======== Exercise material ========

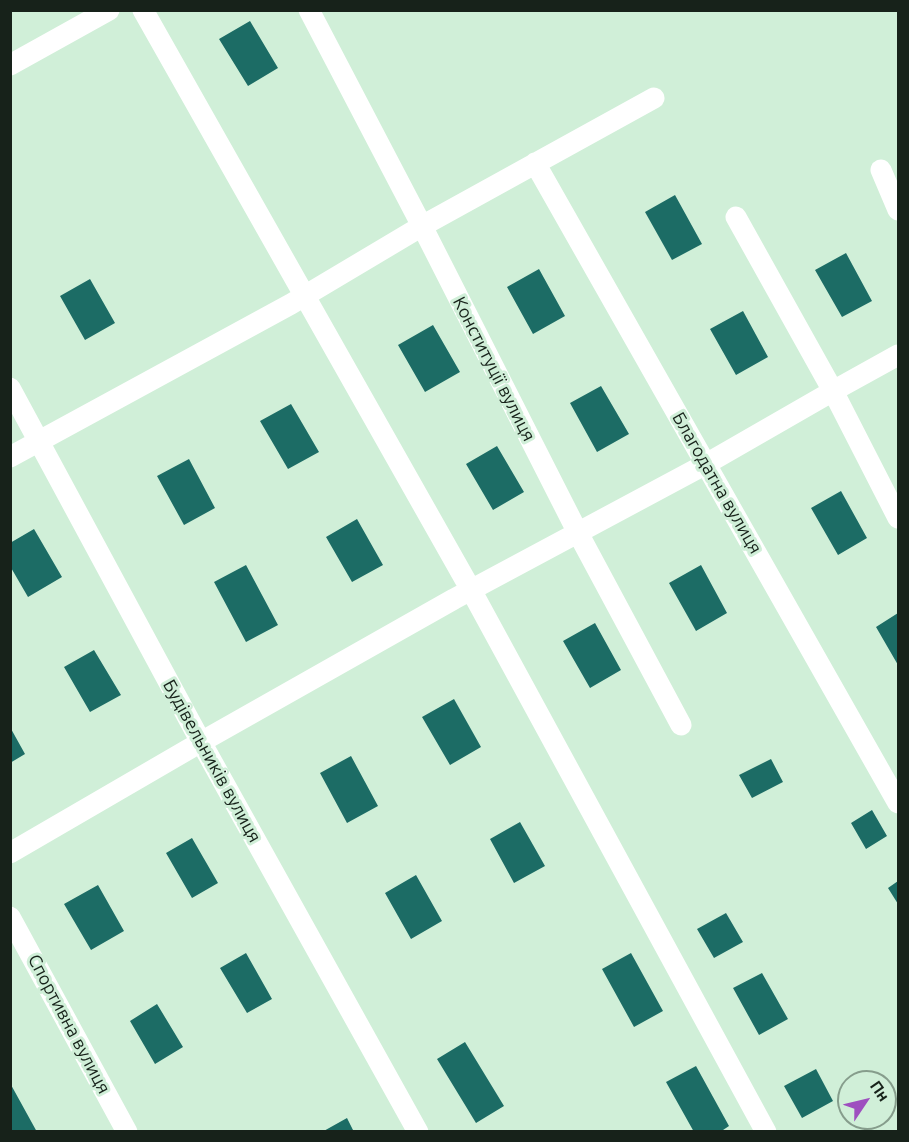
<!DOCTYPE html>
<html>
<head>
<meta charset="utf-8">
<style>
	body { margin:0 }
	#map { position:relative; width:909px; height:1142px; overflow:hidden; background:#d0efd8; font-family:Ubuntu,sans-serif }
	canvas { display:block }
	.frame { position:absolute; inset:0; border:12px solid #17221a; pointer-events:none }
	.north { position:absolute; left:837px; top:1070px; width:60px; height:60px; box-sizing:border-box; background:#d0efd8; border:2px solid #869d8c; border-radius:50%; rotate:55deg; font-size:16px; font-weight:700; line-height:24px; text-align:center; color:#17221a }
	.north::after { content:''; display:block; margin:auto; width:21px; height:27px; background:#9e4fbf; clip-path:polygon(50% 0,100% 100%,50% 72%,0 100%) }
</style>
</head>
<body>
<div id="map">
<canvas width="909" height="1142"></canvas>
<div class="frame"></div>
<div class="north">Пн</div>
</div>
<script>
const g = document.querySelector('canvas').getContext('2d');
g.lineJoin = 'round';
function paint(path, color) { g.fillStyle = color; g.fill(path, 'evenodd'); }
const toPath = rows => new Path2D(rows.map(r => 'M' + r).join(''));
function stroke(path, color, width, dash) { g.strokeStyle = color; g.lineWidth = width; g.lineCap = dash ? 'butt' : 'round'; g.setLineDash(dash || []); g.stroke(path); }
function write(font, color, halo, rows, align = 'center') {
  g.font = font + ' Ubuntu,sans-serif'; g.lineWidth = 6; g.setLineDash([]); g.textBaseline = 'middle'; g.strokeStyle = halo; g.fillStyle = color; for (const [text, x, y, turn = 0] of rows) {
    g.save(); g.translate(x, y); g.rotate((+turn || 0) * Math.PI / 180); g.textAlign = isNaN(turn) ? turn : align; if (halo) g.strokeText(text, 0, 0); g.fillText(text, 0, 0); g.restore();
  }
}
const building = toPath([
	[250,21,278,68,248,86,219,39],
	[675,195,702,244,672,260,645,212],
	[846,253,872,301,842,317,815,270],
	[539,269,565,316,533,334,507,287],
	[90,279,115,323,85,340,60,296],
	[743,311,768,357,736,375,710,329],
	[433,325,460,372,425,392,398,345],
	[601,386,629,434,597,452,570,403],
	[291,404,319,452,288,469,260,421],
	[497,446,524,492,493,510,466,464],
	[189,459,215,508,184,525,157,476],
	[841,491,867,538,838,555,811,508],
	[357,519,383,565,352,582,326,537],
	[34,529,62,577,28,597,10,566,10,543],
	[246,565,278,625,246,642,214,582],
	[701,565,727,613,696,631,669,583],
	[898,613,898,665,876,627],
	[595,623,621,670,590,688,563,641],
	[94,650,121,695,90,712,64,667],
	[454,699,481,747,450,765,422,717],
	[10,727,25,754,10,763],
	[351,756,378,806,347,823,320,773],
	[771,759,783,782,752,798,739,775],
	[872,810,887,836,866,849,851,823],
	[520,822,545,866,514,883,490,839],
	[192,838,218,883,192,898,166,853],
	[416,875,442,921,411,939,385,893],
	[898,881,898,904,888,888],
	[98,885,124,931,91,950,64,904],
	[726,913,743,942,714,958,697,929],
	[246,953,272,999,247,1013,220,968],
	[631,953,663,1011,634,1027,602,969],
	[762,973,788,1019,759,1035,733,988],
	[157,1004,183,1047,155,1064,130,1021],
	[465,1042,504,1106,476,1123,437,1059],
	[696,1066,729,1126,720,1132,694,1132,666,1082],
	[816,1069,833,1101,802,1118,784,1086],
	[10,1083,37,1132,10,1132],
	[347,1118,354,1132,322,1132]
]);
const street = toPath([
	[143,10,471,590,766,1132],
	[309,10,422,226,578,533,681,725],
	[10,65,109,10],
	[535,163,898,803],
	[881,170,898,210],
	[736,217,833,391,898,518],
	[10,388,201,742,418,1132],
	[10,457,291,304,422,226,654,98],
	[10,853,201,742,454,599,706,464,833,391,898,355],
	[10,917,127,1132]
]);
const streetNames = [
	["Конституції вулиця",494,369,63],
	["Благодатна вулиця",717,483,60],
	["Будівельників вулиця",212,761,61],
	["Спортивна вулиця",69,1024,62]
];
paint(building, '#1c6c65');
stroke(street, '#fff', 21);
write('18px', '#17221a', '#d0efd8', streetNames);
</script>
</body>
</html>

========

● **Assigned task**:
Pull out every line in the data above that has the word "halo".

● **Solution**:
function write(font, color, halo, rows, align = 'center') {
  g.font = font + ' Ubuntu,sans-serif'; g.lineWidth = 6; g.setLineDash([]); g.textBaseline = 'middle'; g.strokeStyle = halo; g.fillStyle = color; for (const [text, x, y, turn = 0] of rows) {
    g.save(); g.translate(x, y); g.rotate((+turn || 0) * Math.PI / 180); g.textAlign = isNaN(turn) ? turn : align; if (halo) g.strokeText(text, 0, 0); g.fillText(text, 0, 0); g.restore();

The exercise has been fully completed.